Thursday 17 March 2022

Star Wars: The High Republic Adventures #13 – Comic Review

 

Originally published on Set The Tape


It feels like Star Wars: The High Republic Adventures has been building to something big for a while now. At first I thought it was going to be the confrontation between the Jedi and Nihil, more specifically the confrontation with Krix Kamerat, but it looks like that wasn’t the end goal. Instead, this issue showcases how things have been more about the matters of the heart than intergalactic war.

This issue sees our heroic Jedi bringing Krix into custody, and what happens after they’ve completed their mission. For some, like Farzala and Qort, this means spending time with some new younglings and making friends, but for Lula it means a ton of introspection. I’d mentioned in a previous review that it felt like perhaps something romantic was brewing between Lula and Zeen, that it seemed like these two young women were more than just friends. Well, this issue does away with subtlety and makes this very much the focus.

So yes, Lula and Zeen love each other; and honestly, I absolutely love this. Love stories have always been a part of Star Wars, and whether that was Han and Leia in the original trilogy, Anakin and Padme in the prequels, or Kanan and Hera in Star Wars Rebels, love has been a big part of this franchise. And in a lot of cases, love involving a Jedi. Jedi aren’t celibate, they’re allowed to have sexual relationships, and in some cases like Ki-Adi-Mundi are encouraged to. It’s love that’s the big no-no.

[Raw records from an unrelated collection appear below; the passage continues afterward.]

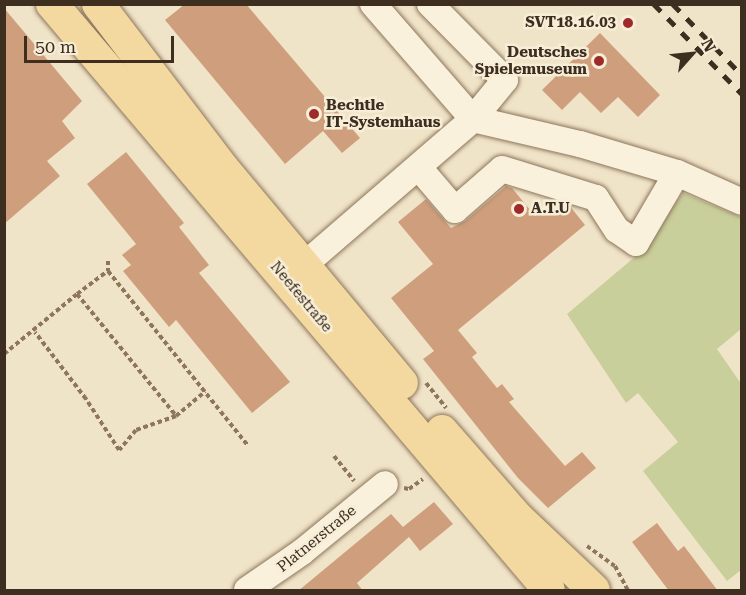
<!DOCTYPE html>
<html>
<head>
<meta charset="utf-8">
<style>
	body { margin:0 }
	#map { position:relative; width:746px; height:595px; overflow:hidden; background:#f0e4c8; font-family:"Roboto Serif",serif }
	div>[style] { position:absolute }
	.green>* { inset:0; background:#c9cf9b }
	.building>* { inset:0; background:#cf9f7d }
	.path>* { height:4px; margin-top:-2px; transform-origin:0; background:repeating-linear-gradient(90deg,#8d765c 0 4.5px,transparent 0 7.5px) }
	.roads { filter:drop-shadow(0 0 2px #8d765c) drop-shadow(0 0 2px #8d765c) }
	.minor>* { height:26px; margin:-13px; padding:0 13px; transform-origin:13px; border-radius:13px; background:#faf1dc }
	.major>* { height:32px; margin:-16px; padding:0 16px; transform-origin:16px; border-radius:16px; background:#f3d9a0 }
	.rail>* { height:4.5px; margin-top:-2.25px; transform-origin:0; background:repeating-linear-gradient(90deg,#3d2e20 0 10px,transparent 0 20px) }
	.dots>* { width:16px; height:16px; translate:-50% -50%; box-sizing:border-box; border:3px solid #f7eed8; border-radius:50% }
	span { translate:-50% -50%; white-space:nowrap; text-align:center; line-height:1.15; -webkit-text-stroke:5px #f7eed8; paint-order:stroke }
	.poi-label { font-size:15px; color:#3d2e20; font-weight:700 }
	.right { translate:-100% -50%; text-align:right }
	.left { translate:0 -50%; text-align:left }
	.street-label { font-size:15px; color:#3d2e20 }
	.frame { position:absolute; inset:0; border:6px solid #3d2e20; pointer-events:none }
	.north { position:absolute; left:662px; top:24px; width:60px; height:60px; -webkit-text-stroke:4px #f7eed8; paint-order:stroke; rotate:63deg; font-size:16px; font-weight:700; line-height:24px; text-align:center; color:#3d2e20 }
	.north::after { content:''; display:block; margin:auto; width:21px; height:27px; background:#3d2e20; clip-path:polygon(50% 0,100% 100%,50% 72%,0 100%) }
	.scale { position:absolute; left:24px; top:36px; width:150px; height:27px; box-sizing:border-box; border:3px solid #3d2e20; border-top:0; padding-left:8px; font-size:18px; line-height:21px; white-space:nowrap; color:#3d2e20; -webkit-text-stroke:4px #f7eed8; paint-order:stroke }
</style>
</head>
<body>
<div id="map">
	<div class="green">
		<i style="clip-path:polygon(683px 193px,741px 217px,741px 329px,717px 349px,742px 385px,741px 570px,727px 581px,643px 471px,678px 442px,638px 393px,626px 403px,567px 314px,636px 256px)"></i>
	</div>
	<div class="building">
		<i style="clip-path:polygon(185px 4px,246px 4px,360px 138px,342px 153px,323px 131px,285px 164px,165px 20px)"></i>
		<i style="clip-path:polygon(4px 8px,82px 101px,62px 121px,75px 138px,47px 161px,60px 176px,4px 224px)"></i>
		<i style="clip-path:polygon(600px 33px,660px 95px,638px 117px,618px 97px,601px 113px,580px 92px,562px 110px,542px 90px)"></i>
		<i style="clip-path:polygon(126px 152px,184px 223px,179px 227px,209px 265px,199px 273px,290px 382px,252px 413px,176px 320px,169px 327px,123px 271px,131px 265px,122px 255px,136px 244px,87px 184px)"></i>
		<i style="clip-path:polygon(506px 186px,512px 188px,535px 216px,553px 201px,569px 205px,585px 225px,458px 330px,477px 353px,472px 357px,497px 388px,502px 384px,514px 399px,509px 402px,565px 466px,582px 452px,596px 468px,548px 508px,518px 478px,423px 359px,434px 351px,391px 298px,433px 264px,398px 222px,426px 199px,451px 228px,465px 221px)"></i>
		<i style="clip-path:polygon(434px 502px,453px 524px,420px 551px,409px 537px,357px 583px,363px 591px,298px 591px,391px 514px,403px 527px)"></i>
		<i style="clip-path:polygon(657px 523px,678px 551px,684px 546px,718px 591px,669px 591px,632px 542px)"></i>
	</div>
	<div class="path">
		<i style="left:108px;top:261px;width:10px;rotate:90deg"></i>
		<i style="left:108px;top:271px;width:224px;rotate:51.3deg"></i>
		<i style="left:77px;top:294px;width:39px;rotate:-37deg"></i>
		<i style="left:4px;top:354px;width:94px;rotate:-39.4deg"></i>
		<i style="left:77px;top:294px;width:157px;rotate:50.9deg"></i>
		<i style="left:176px;top:416px;width:42px;rotate:160.7deg"></i>
		<i style="left:136px;top:430px;width:26px;rotate:130deg"></i>
		<i style="left:119px;top:450px;width:61px;rotate:-122.9deg"></i>
		<i style="left:86px;top:399px;width:84px;rotate:-127.3deg"></i>
		<i style="left:426px;top:383px;width:32px;rotate:51deg"></i>
		<i style="left:176px;top:416px;width:38px;rotate:-40deg"></i>
		<i style="left:334px;top:456px;width:32px;rotate:51deg"></i>
		<i style="left:404px;top:488px;width:5px;rotate:11deg"></i>
		<i style="left:409px;top:489px;width:17px;rotate:-36deg"></i>
		<i style="left:587px;top:546px;width:34px;rotate:36deg"></i>
		<i style="left:615px;top:566px;width:27px;rotate:62deg"></i>
	</div>
	<div class="roads">
		<div class="minor">
			<i style="left:373px;top:4px;width:152px;rotate:49deg"></i>
			<i style="left:473px;top:119px;width:50px;rotate:-50.6deg"></i>
			<i style="left:505px;top:80px;width:107px;rotate:-134.6deg"></i>
			<i style="left:420px;top:169px;width:54px;rotate:49.5deg"></i>
			<i style="left:455px;top:210px;width:62px;rotate:-41.1deg"></i>
			<i style="left:502px;top:169px;width:98px;rotate:17.1deg"></i>
			<i style="left:596px;top:198px;width:38px;rotate:57deg"></i>
			<i style="left:617px;top:230px;width:23px;rotate:34deg"></i>
			<i style="left:636px;top:243px;width:81px;rotate:-59.6deg"></i>
			<i style="left:304px;top:265px;width:223px;rotate:-40.8deg"></i>
			<i style="left:473px;top:119px;width:110px;rotate:13.2deg"></i>
			<i style="left:580px;top:144px;width:101px;rotate:16.6deg"></i>
			<i style="left:677px;top:173px;width:71px;rotate:24deg"></i>
			<i style="left:247px;top:590px;width:67px;rotate:-34.6deg"></i>
			<i style="left:302px;top:552px;width:107px;rotate:-39.3deg"></i>
		</div>
		<div class="major">
			<i style="left:52px;top:4px;width:768px;rotate:49.7deg"></i>
			<i style="left:98px;top:4px;width:205px;rotate:52.7deg"></i>
			<i style="left:222px;top:167px;width:281px;rotate:50.2deg"></i>
			<i style="left:442px;top:431px;width:114px;rotate:48.9deg"></i>
			<i style="left:517px;top:517px;width:106px;rotate:43.5deg"></i>
		</div>
	</div>
	<div class="rail">
		<i style="left:654px;top:4px;width:126px;rotate:45.6deg"></i>
		<i style="left:673px;top:4px;width:99px;rotate:45.8deg"></i>
	</div>
	<div class="dots">
		<i style="left:628px;top:23px;background:#9e2a2b"></i>
		<i style="left:599px;top:61px;background:#9e2a2b"></i>
		<i style="left:314px;top:114px;background:#9e2a2b"></i>
		<i style="left:519px;top:209px;background:#9e2a2b"></i>
	</div>
	<div class="poi-label">
		<span class="right" style="left:616px;top:23px">SVT18.16.03</span>
		<span class="right" style="left:587px;top:61px">Deutsches<br>Spielemuseum</span>
		<span class="left" style="left:326px;top:114px">Bechtle<br>IT-Systemhaus</span>
		<span class="left" style="left:531px;top:209px">A.T.U</span>
	</div>
	<div class="street-label">
		<span style="left:301px;top:297px;rotate:50deg">Neefestraße</span>
		<span style="left:317px;top:539px;rotate:-39deg">Platnerstraße</span>
	</div>
	<div class="frame"></div>
	<div class="north">N</div>
	<div class="scale">50 m</div>
</div>
</body>
</html>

Obi-Wan had to give up Satine, Anakin refused to give up Padme, and now Lula comes to the realisation that she loves Zeen. The question is, will she let that love go or not?

Lula’s questions are the focus of the issue, and it really does feel like someone in the early stages of love, questioning if their feelings are real, if they should say anything to the other person, and if their love could alter their life forever. Now, that last one might not be a feeling that everyone who’s been in love will relate to, but there is one group of people who will understand that: the queer community.

The love story between Zeen and Lula is very much leaning into the fact that they’re both women, but not in a way that’s incredibly obvious. None of the characters seem to care that it’s two girls in love, as you’d expect from a society made up of hundreds of different species. Instead, Daniel Jose Older uses the Force to make it relatable for queer readers. Zeen has a conversation with Krix where they talk about her connection to the Force and how she was told if she would “stop using the Force and it would go away. And we could be normal again”. If this isn’t a ‘Have you tried not being gay?’ stand in I’ll eat my hat.

We get more of this from Lula, who feels that her love for Zeen could ruin her life, because she’s expected not to have that kind of connection, because her life has been planned out for her, because people have put the expectation on her that she’ll become a Jedi. This immediately made me think about how families expect that their children are going to be heterosexual, so when you’re dealing with the knowledge that you’re not, you worry about whether or not they’ll accept that, because they’ve already mapped out in their heads that you’ll get married to someone of the opposite gender and have a family. The two of them are having a queer experience thanks to the Force and Jedi expectations.

This is honestly something that I’d never thought I’d see from Star Wars. The sequel trilogy did everyone a disservice by not letting Finn and Poe be a couple, and the ‘queer rep’ they praised themselves for in the final film was a blink and you miss it same-sex kiss in the background. Star Wars needs a queer relationship. Queer Star Wars fans need it to happen. Whilst the seeds for this have very much been laid here I truly hope that this isn’t going to be the end, that these two characters end up together, and that they actually get to kiss and have a happy ending. Because if Star Wars is dangling this in front of me and it gets taken away I’m going to lose it; especially if one of them dies. But hopefully this is the beginning of the first big queer relationship in Star Wars.